Project SEARCH teaches disabled students job skills
The students in Guilford County Schools Project SEARCH program are learning more than skills that will help them find jobs assisting patients.
They’re learning confidence and independence.
Guilford County Schools trains students with significant disabilities to be ready for the work force. The school system partnered with High Point Regional Health System and Friends Home in Greensboro for the program that began in November.
At High Point Regional, the students are working in various departments on a rotating basis. Four students were selected for the first-year program. They will experience three 10-week internship rotations within various departments at High Point Regional through June 28. Students are taught by a Guilford County Schools instructor and the job coaches provide on-site training in the student internship sites through UNC TEACCH-Greensboro at the hospital.
Bobbie Comer, career service liaison for High Point Regional, said leaders of the hospital learned about the national program and wanted to bring it to the community.
“They decided that they’d like to embrace and engage our diverse community,” she said. “They’re learning marketable skills, and if they don’t get offered a position here, which they often do, they’ll be ready.”
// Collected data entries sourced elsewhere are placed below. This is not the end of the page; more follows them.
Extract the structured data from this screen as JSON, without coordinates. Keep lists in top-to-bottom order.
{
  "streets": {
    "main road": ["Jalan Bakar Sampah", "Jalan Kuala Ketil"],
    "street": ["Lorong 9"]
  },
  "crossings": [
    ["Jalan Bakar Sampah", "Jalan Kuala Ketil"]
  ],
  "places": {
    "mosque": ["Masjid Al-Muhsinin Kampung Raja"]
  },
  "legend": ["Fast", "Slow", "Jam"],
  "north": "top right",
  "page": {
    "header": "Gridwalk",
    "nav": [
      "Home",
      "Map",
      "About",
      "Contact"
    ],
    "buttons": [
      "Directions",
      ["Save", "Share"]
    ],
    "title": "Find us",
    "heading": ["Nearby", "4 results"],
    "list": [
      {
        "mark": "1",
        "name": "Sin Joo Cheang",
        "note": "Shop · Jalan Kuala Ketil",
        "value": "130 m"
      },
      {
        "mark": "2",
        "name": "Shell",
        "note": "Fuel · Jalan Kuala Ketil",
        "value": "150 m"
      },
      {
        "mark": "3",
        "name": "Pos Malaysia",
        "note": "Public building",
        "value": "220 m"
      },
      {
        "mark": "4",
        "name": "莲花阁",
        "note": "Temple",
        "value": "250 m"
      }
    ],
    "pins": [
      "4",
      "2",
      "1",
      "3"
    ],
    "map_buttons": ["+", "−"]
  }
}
Project SEARCH is a national program licensed by Cincinnati Children’s Hospital. It was founded in 1996 by Erin Riehle, a nurse administrator at the Cincinnati Children’s Hospital, and her colleague, Susie Rutkowski, a special education administrator.
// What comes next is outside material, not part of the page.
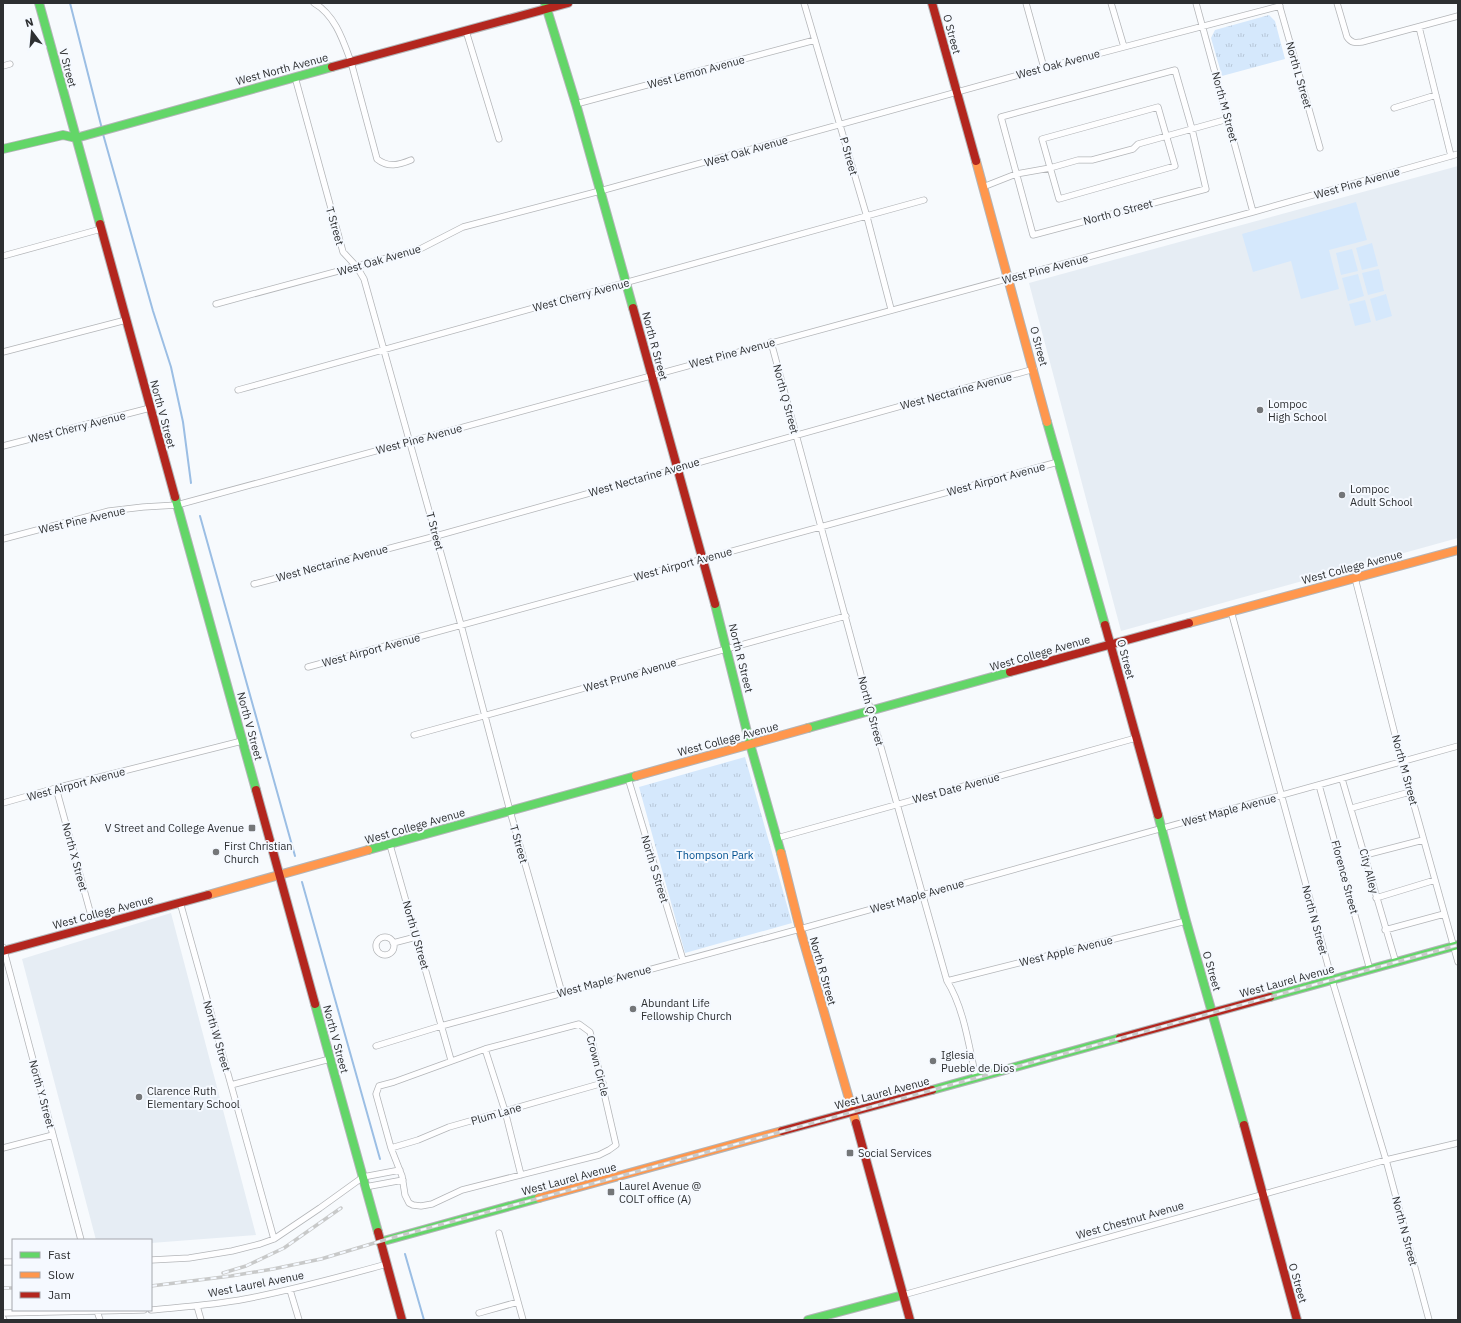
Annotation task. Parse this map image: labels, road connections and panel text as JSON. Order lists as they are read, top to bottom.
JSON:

There are four campuses in the state, two in Guilford County that the school system operates. The High Point campus is one of only two in the nation specifically designed for students with autism. In the five months since the school system began the program, two of the students have found employment. And that’s the goal of the program — to prepare exceptional children for a fulfilling occupation after they leave school.
“These students are learning and growing in new ways every day,” says program administrator Robin Drake. “It’s been a success not just for the children we serve, but for the communities and businesses that are involved.”